**Exercise description**
The reply is to be an exact repetition of the entries that follow, with each picture left out.
┌──
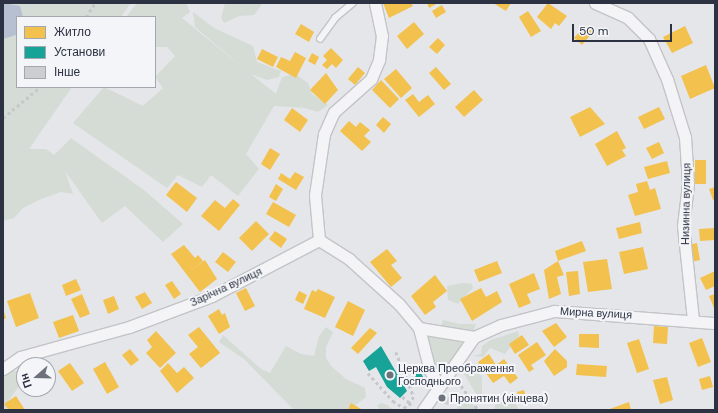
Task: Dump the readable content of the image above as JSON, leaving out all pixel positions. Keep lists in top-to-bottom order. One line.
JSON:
{"streets":{"street":["Низинна вулиця","Зарічна вулиця","Мирна вулиця"]},"crossings":[["Низинна вулиця","Мирна вулиця"]],"places":["Церква Преображення Господнього","Пронятин (кінцева)"],"legend":["Житло","Установи","Інше"],"scale_bar":"50 m","north":"left"}
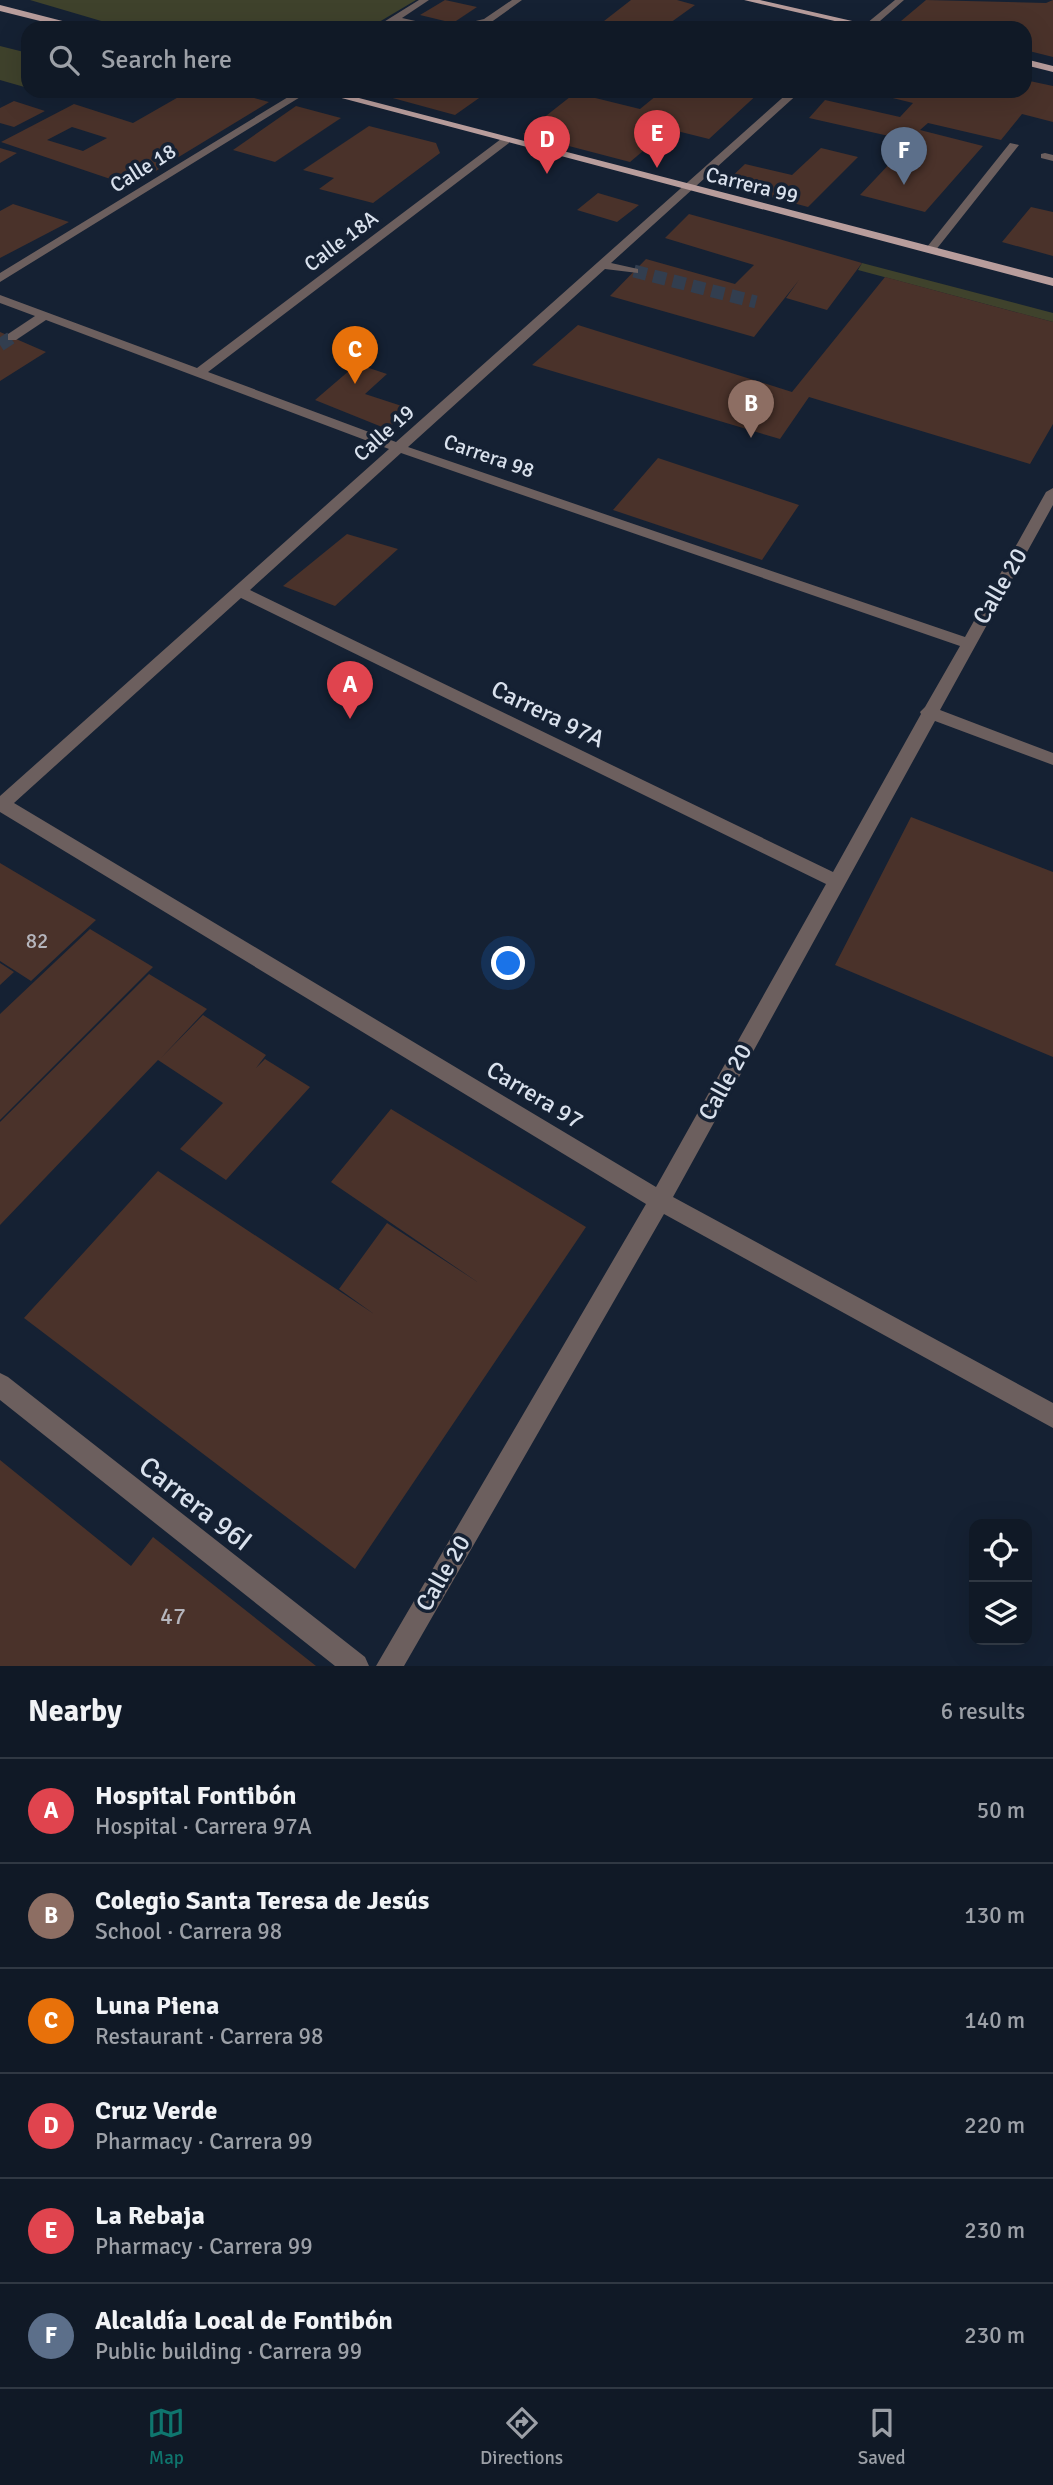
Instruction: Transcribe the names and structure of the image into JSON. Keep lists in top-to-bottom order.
{
  "streets": {
    "main road": ["Carrera 99"],
    "street": [
      "Calle 18",
      "Calle 18A",
      "Calle 19",
      "Carrera 98",
      "Calle 20",
      "Carrera 97A",
      "Carrera 97",
      "Carrera 96I"
    ]
  },
  "crossings": [
    ["Carrera 99", "Calle 18A"],
    ["Carrera 99", "Calle 19"],
    ["Calle 18A", "Carrera 98"],
    ["Calle 19", "Carrera 98"],
    ["Calle 19", "Carrera 97A"],
    ["Calle 19", "Carrera 97"],
    ["Carrera 98", "Calle 20"],
    ["Calle 20", "Carrera 97A"],
    ["Calle 20", "Carrera 97"]
  ],
  "house_numbers": ["82", "47"],
  "page": {
    "search": "Search here",
    "pins": [
      "E",
      "D",
      "F",
      "C",
      "B",
      "A"
    ],
    "heading": ["Nearby", "6 results"],
    "list": [
      {
        "mark": "A",
        "name": "Hospital Fontibón",
        "note": "Hospital · Carrera 97A",
        "value": "50 m"
      },
      {
        "mark": "B",
        "name": "Colegio Santa Teresa de Jesús",
        "note": "School · Carrera 98",
        "value": "130 m"
      },
      {
        "mark": "C",
        "name": "Luna Piena",
        "note": "Restaurant · Carrera 98",
        "value": "140 m"
      },
      {
        "mark": "D",
        "name": "Cruz Verde",
        "note": "Pharmacy · Carrera 99",
        "value": "220 m"
      },
      {
        "mark": "E",
        "name": "La Rebaja",
        "note": "Pharmacy · Carrera 99",
        "value": "230 m"
      },
      {
        "mark": "F",
        "name": "Alcaldía Local de Fontibón",
        "note": "Public building · Carrera 99",
        "value": "230 m"
      }
    ],
    "nav": ["Map", "Directions", "Saved"]
  }
}
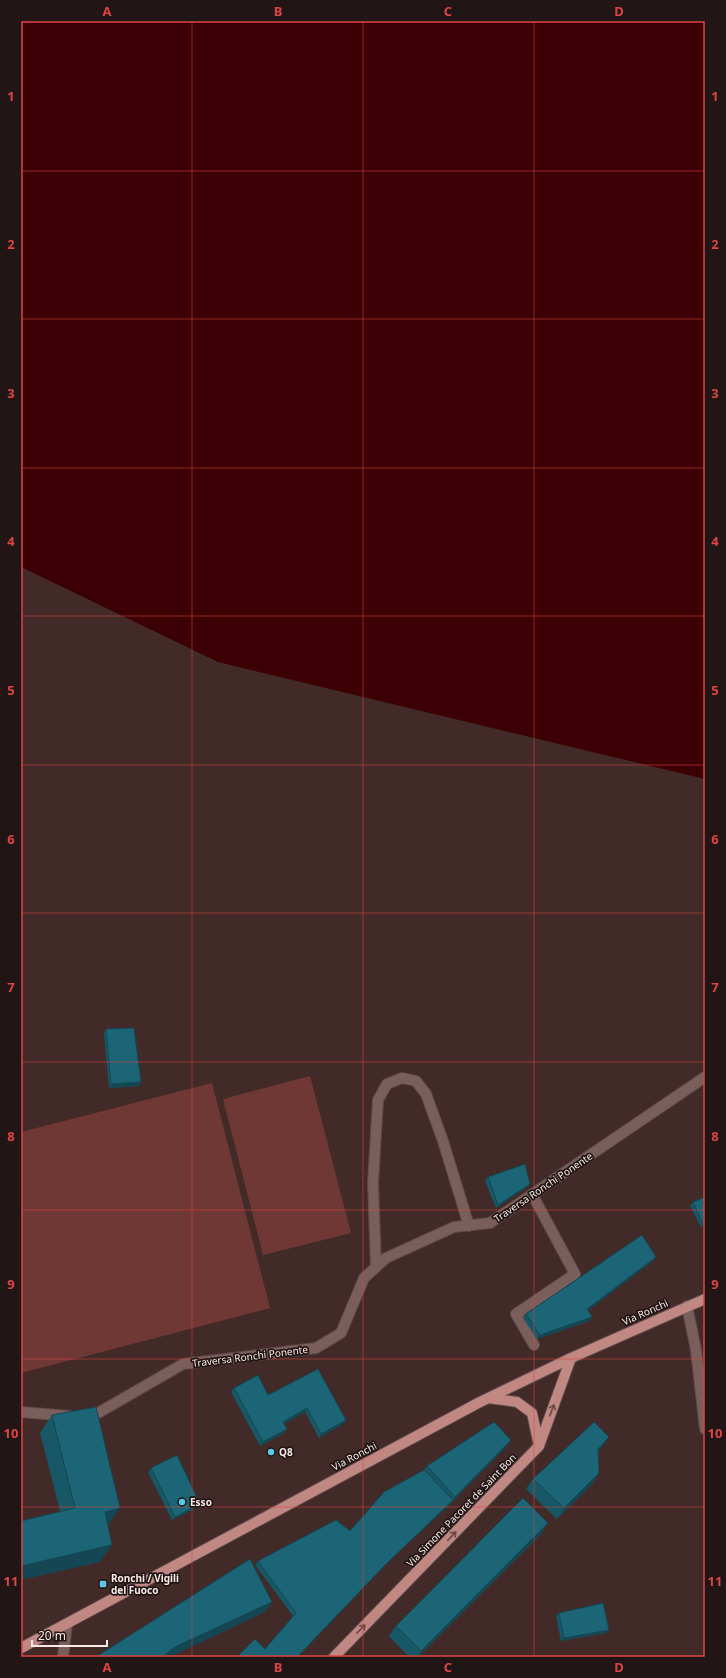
└──
**Answer to this task**
Task: Dump the readable content of the image above as JSON, leaving out all pixel positions. Keep lists in top-to-bottom order. One line.
JSON:
{"streets":{"street":["Низинна вулиця","Зарічна вулиця","Мирна вулиця"]},"crossings":[["Низинна вулиця","Мирна вулиця"]],"places":["Церква Преображення Господнього","Пронятин (кінцева)"],"legend":["Житло","Установи","Інше"],"scale_bar":"50 m","north":"left"}
Instruction: Transcribe the names and structure of the image into JSON. Keep lists in top-to-bottom order.
{
  "streets": {
    "main road": ["Carrera 99"],
    "street": [
      "Calle 18",
      "Calle 18A",
      "Calle 19",
      "Carrera 98",
      "Calle 20",
      "Carrera 97A",
      "Carrera 97",
      "Carrera 96I"
    ]
  },
  "crossings": [
    ["Carrera 99", "Calle 18A"],
    ["Carrera 99", "Calle 19"],
    ["Calle 18A", "Carrera 98"],
    ["Calle 19", "Carrera 98"],
    ["Calle 19", "Carrera 97A"],
    ["Calle 19", "Carrera 97"],
    ["Carrera 98", "Calle 20"],
    ["Calle 20", "Carrera 97A"],
    ["Calle 20", "Carrera 97"]
  ],
  "house_numbers": ["82", "47"],
  "page": {
    "search": "Search here",
    "pins": [
      "E",
      "D",
      "F",
      "C",
      "B",
      "A"
    ],
    "heading": ["Nearby", "6 results"],
    "list": [
      {
        "mark": "A",
        "name": "Hospital Fontibón",
        "note": "Hospital · Carrera 97A",
        "value": "50 m"
      },
      {
        "mark": "B",
        "name": "Colegio Santa Teresa de Jesús",
        "note": "School · Carrera 98",
        "value": "130 m"
      },
      {
        "mark": "C",
        "name": "Luna Piena",
        "note": "Restaurant · Carrera 98",
        "value": "140 m"
      },
      {
        "mark": "D",
        "name": "Cruz Verde",
        "note": "Pharmacy · Carrera 99",
        "value": "220 m"
      },
      {
        "mark": "E",
        "name": "La Rebaja",
        "note": "Pharmacy · Carrera 99",
        "value": "230 m"
      },
      {
        "mark": "F",
        "name": "Alcaldía Local de Fontibón",
        "note": "Public building · Carrera 99",
        "value": "230 m"
      }
    ],
    "nav": ["Map", "Directions", "Saved"]
  }
}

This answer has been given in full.